Hace poco más de un siglo, una familia partió de Sorrento y se instaló en Mar del Plata para abrir un hotel y luego una trattoria cerca de la playa. Podría tratarse de una familia cualquiera de las tantas que inmigraron por esos años, pero esta tuvo una participación especial en la cultura argentina: inventó los sorrentinos, una pasta que hoy se come en todo el país. La trattoria pasó de las manos de los padres a las de los hijos, y del hermano mayor al menor, el Chiche, un hombre que amaba el cine, la porcelana traída de Europa y la buena conversación, alguien para el que el mal gusto era un rasgo imperdonable y que, apenas con una ocurrencia, podía convertir una situación banal en una anécdota que se contara por años en las sobremesas. Virginia Higa recogió las piezas de un relato familiar para escribir una novela sobre este personaje inolvidable, y sobre mujeres y hombres de aparente sencillez que protagonizan amores eternos y soledades profundas, muertes, traiciones y canciones, anhelos de costas lejanas y profecías de videntes, mientras celebran el idioma común de un clan inquebrantable. Como en las mejores comedias –especialmente las italianas–, en Los sorrentinos todo se mezcla y se confunde: la risa con el llanto, el destino de una familia con el de un país y la vida bien vivida con la más afortunada de las herencias.
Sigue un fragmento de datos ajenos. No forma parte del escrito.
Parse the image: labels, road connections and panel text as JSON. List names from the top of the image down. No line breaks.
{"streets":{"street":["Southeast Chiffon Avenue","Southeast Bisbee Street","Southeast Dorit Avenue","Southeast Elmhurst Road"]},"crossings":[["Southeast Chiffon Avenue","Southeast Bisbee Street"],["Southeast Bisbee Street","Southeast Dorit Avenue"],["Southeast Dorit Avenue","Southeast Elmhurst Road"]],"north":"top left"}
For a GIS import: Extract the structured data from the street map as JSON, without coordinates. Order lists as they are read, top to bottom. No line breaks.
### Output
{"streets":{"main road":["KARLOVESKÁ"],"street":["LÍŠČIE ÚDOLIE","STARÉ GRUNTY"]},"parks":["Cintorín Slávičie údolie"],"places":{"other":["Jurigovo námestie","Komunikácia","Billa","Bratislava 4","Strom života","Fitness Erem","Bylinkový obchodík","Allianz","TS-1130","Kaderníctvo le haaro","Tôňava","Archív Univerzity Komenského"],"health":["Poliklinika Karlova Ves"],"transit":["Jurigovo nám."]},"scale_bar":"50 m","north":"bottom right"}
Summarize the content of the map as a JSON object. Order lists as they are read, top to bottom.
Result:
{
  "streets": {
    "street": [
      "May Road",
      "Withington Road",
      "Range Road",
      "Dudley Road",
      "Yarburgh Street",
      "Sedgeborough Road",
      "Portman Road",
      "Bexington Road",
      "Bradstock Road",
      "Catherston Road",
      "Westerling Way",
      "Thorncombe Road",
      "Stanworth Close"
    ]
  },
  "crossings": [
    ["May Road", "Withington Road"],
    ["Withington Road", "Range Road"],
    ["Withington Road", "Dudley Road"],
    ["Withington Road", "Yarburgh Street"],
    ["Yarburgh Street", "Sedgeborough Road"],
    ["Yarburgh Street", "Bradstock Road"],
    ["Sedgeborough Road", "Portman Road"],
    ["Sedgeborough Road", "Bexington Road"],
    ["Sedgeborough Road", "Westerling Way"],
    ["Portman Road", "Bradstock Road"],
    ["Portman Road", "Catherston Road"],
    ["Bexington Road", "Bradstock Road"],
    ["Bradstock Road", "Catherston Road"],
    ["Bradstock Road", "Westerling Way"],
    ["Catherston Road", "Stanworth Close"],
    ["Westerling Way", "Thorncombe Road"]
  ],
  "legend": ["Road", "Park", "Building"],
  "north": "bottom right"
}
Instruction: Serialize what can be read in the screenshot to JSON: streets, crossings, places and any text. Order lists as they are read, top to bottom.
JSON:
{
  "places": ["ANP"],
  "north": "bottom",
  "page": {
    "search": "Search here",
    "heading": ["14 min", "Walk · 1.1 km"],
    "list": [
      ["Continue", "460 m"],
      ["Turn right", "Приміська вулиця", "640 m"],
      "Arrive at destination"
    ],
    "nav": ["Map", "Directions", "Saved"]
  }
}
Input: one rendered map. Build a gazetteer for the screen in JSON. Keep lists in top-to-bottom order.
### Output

Había gente de plata que servía comida mishadura; y también existía gente pobre que se esmeraba en la preparación de los alimentos porque sabía que la abundancia en la mesa era signo y presagio de cualquier otra fortuna
El raviol no es una entidad definida, existe en la acumulación. Decir "comí un raviol" es una cosa absurda, un sinsentido. Un sorrentino, en cambio, es un ente en sí mismo.
El invierno no era tan malo porque quedarse en casa era agradable, el mundo se achicaba y Carmela cocinaba platos abundantes mientras la ciudad se iba volviendo gris y desierta. Pero abril era para él el mes más oscuro del año, como un larguísimo atardecer de domingo.
Todas las preocupaciones que en cualquier otro momento eran eventos manejables, en esa fecha se volvían monstruos descontrolados, desde una pequeña deuda hasta el peso innombrable de la responsabilidad paterna.